The financially struggling Parker may have figured that Hellman, well-versed in financial matters, would know how to maximize her estate. The playwright had certainly become familiar with the process in the last decade when she was named the executor of her longtime lover, Dashiell Hammett, upon his death in 1961.

“We won’t fight about money, will we,” Hellman had said to Hammett’s daughter Jo in describing how she would handle the estate of her longtime lover. And so it proved to be: even though Hammett had willed Jo half of his estate, his daughter Mary a quarter, and Hellman the last quarter, Jo was lucky to get a $50 check at Christmastime, even though the copyrights to the crime novelist’s works were starting to reap considerable royalties.

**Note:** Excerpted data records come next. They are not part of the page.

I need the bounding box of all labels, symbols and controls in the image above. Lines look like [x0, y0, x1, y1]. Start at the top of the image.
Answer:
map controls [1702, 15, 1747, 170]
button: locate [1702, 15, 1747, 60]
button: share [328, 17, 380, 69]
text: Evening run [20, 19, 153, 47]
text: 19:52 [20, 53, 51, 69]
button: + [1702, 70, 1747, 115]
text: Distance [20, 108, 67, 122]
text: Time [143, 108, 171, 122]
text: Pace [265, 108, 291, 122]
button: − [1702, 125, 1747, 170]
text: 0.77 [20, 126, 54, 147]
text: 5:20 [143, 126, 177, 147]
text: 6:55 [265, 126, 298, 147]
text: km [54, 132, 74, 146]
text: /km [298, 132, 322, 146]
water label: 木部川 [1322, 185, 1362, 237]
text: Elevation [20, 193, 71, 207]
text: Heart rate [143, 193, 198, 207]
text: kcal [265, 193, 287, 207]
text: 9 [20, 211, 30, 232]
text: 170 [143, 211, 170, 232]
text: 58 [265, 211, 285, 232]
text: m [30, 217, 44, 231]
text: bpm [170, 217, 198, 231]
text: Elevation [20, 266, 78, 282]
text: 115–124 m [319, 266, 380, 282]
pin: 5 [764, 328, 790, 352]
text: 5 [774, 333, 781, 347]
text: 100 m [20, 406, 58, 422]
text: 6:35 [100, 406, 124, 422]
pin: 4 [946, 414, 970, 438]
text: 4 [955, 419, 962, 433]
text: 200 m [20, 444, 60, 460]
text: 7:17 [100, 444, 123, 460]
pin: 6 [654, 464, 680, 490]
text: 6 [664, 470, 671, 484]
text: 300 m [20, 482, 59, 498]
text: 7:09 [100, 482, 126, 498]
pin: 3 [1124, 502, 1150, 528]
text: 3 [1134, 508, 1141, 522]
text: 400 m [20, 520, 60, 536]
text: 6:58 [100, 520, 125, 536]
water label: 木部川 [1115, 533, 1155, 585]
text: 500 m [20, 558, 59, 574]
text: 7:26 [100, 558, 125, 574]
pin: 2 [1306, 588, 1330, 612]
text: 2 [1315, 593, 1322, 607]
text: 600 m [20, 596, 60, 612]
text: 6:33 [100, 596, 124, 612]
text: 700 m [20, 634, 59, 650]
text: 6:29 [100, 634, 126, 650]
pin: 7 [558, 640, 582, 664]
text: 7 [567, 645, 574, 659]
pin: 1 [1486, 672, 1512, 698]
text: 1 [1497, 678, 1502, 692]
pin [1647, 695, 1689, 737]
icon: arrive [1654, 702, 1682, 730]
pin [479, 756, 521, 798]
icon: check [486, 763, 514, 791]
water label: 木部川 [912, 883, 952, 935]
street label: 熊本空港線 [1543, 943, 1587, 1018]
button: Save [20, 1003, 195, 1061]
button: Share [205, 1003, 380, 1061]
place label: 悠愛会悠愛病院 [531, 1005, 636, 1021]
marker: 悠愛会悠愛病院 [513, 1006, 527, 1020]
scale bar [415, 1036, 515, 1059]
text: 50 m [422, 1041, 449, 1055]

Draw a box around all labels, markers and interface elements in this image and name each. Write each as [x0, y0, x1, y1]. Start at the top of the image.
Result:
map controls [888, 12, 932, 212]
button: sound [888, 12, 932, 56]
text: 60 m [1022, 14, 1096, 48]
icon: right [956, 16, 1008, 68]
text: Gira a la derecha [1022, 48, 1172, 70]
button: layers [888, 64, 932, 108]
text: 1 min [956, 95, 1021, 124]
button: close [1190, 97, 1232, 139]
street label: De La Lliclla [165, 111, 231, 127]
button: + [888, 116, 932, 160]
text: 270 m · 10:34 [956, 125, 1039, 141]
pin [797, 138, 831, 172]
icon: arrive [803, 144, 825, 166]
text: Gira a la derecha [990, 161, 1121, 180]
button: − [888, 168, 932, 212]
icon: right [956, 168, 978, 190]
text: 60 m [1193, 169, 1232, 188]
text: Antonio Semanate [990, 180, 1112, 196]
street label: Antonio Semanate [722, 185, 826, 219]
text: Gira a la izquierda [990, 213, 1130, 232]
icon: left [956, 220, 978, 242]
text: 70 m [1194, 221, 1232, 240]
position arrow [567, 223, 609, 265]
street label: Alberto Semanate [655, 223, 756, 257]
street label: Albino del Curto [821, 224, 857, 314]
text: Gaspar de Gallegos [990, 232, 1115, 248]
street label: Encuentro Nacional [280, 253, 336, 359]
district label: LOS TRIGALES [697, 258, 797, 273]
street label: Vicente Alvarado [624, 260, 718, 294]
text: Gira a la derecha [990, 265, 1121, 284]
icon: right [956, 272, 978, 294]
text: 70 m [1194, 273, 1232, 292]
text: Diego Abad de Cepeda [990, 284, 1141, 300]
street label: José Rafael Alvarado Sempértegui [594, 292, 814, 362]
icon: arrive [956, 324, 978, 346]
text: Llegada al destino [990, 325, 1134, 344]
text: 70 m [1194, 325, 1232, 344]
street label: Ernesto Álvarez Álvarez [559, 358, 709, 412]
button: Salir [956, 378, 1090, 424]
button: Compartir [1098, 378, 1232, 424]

Parker’s bequest, minus unpaid bills and burial expenses, came to $20,000. Publicly, Hellman praised her friend’s gift as a testament to her high-minded spirit. Privately, she fumed to friends that, after all she had done for her, Parker had given the money to a man she had never met. When King was assassinated within the year, Hellman became even angrier at the prospect of the money going to the NAACP.

"It's one thing to have real feeling for black people,” Hellman said in an interview with The New York Times Book Review, “but to have the kind of blind sentimentality about the NAACP, a group so conservative that even many blacks now don't have any respect for it, is something else. She [Parker] must have been drunk when she did it."

Amazingly, Hellman continued to contest the will until a court ruled in favor of the NAACP in 1972.

In the early period after Parker’s death, Hellman confessed to having "absolutely no knowledge of what you do with cremated remains." Sorting out Parker’s publishing rights also consumed much of her attention.

But by the early 1970s, no longer involved as Parker’s executor, Hellman did not feel the obligation to pay for a spot set aside in the urn garden of Ferncliff Cemetery, in Hartsdale, NY. At the same time, she did not want news to get out that, because of her neglect, the cemetery’s crematory had simply discarded Parker’s ashes. So she told Ferncliff to ship the ashes to her attorneys, Oscar Bernstien and his partner, Paul O’Dwyer, who were to await her instructions on how to dispose of them. Those instructions still hadn’t arrived when she died in 1984.

For several years thereafter, Parker’s ashes remained in a file cabinet in the Wall Street office of O’Dwyer, a longtime crusading lawyer and New York politician, as he sought a viable solution. At last, Dr. Benjamin Hooks, executive director of the NAACP, proposed that the NAACP would construct a memorial garden on the grounds of its national headquarters in Baltimore. That is where her ashes lie today, even though she did not have any real ties with the city in her lifetime. 

Nevertheless, the inscription at the memorial contains considerable dignity belying the rather confused and even tawdry path by which it came to the NAACP:

Here lie the ashes of Dorothy Parker (1893–1967) Humorist, writer, critic, defender of human and civil rights. For her epitaph she suggested "Excuse My Dust". This memorial garden is dedicated to her noble spirit which celebrated the oneness of humankind, and to the bonds of everlasting friendship between black and Jewish people.

Hellman’s slowness in administering Parker’s estate had another important effect, according to Parker biographer Marion Meade: it gave the playwright a head start in getting out her own, often untrue, narrative about her own life: “Hellman feared that… any intrepid biographer—digging through Parker's life might expose her own deceptions, and that was something she could not risk.” 

More particularly, Parker, who had accompanied Hellman on a trip to Spain in 1937, would have been in an immediate position to dispute Hellman’s self-serving “Julia” chapter in her memoir Pentimento. Only in the last years of Hellman’s life—after the book had shot up the bestseller list and been made into a movie—did the sham begin to be exposed. It might not even have been perpetrated if Parker had been alive.